The transportation package Congress passed June 29 is a mixed bag for conservation.
The good news is the bill includes urgently needed National Flood Insurance Program reforms phasing out unfair, fiscally irresponsible rate policies that subsidize development of open space at high risk of flooding.
The bill also requires dedicating to Gulf Coast restoration 80 percent of penalties BP will pay in connection with the Deepwater Horizon oil spill.
Now, we can begin the job of restoring the marshes and barrier islands that dampen the force of hurricanes and provide habitat for birds and other wildlife. The Gulf Coast is a great economic and environmental asset that urgently needs better stewardship.
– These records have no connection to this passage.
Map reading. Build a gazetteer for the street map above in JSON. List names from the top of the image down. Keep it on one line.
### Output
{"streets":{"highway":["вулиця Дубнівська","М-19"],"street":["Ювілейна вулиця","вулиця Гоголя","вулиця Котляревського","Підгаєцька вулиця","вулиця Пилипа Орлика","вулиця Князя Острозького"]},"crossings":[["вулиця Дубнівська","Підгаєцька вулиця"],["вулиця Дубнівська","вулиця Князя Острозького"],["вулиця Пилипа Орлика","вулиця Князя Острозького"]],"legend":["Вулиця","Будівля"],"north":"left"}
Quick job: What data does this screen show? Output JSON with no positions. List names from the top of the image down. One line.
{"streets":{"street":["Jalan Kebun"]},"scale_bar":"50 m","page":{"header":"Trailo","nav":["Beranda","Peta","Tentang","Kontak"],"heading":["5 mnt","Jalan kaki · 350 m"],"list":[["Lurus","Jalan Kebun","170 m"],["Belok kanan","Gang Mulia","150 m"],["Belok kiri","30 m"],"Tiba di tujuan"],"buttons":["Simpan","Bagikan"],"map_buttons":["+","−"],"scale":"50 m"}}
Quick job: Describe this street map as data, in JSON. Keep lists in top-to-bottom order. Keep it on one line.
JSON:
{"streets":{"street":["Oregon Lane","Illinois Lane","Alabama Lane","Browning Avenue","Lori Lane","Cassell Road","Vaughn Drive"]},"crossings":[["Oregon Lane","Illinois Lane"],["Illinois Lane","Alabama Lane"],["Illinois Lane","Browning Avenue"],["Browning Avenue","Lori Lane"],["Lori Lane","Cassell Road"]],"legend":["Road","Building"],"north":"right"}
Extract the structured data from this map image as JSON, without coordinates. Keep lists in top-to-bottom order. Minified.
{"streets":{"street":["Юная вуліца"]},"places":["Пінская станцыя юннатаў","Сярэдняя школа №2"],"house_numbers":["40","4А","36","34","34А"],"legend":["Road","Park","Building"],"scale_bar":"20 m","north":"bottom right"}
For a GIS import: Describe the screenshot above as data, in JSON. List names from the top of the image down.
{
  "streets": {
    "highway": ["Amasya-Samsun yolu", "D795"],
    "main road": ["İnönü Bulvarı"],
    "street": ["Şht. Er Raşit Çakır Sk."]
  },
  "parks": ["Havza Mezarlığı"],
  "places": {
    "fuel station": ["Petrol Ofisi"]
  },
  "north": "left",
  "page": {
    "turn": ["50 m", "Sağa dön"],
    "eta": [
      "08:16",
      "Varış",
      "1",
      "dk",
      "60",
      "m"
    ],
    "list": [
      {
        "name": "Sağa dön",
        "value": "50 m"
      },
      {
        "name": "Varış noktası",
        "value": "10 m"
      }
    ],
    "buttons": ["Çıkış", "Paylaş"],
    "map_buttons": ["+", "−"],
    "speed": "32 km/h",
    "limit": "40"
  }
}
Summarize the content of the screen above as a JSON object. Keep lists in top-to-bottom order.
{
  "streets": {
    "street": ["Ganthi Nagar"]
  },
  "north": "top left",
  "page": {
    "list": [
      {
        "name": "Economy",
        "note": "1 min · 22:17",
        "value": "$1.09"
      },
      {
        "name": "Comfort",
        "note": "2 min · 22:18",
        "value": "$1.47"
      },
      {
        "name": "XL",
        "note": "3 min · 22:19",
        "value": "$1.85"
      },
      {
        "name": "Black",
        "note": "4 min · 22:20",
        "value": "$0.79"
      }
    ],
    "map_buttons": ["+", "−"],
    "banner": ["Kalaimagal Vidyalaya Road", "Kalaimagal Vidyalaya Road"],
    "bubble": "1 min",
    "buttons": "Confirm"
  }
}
The bad news is congressional negotiators dropped the Senate’s proposal to use more of the Land and Water Conservation Fund (LWCF) for its dedicated purposes of financing land acquisition and recreation projects.
The Land and Water Conservation Fund, a ConservAmerica priority, has been a great tool for protecting open space and financing outdoor recreation development for a growing nation. In recent years, however, Congress has been fiscally irresponsible and diverted much of the money collected for LWCF to other uses.
Congress did not heed the 32 House Republicans who asked for the transportation bill to include the Senate’s proposal to spend $1.4 billion from the Land and Water Conservation Fund for its dedicated purposes over the next two years.
Both fiscal discipline and environmental stewardship would have been served by Congress keeping the promise it made to American citizens when LWCF was established in 1965.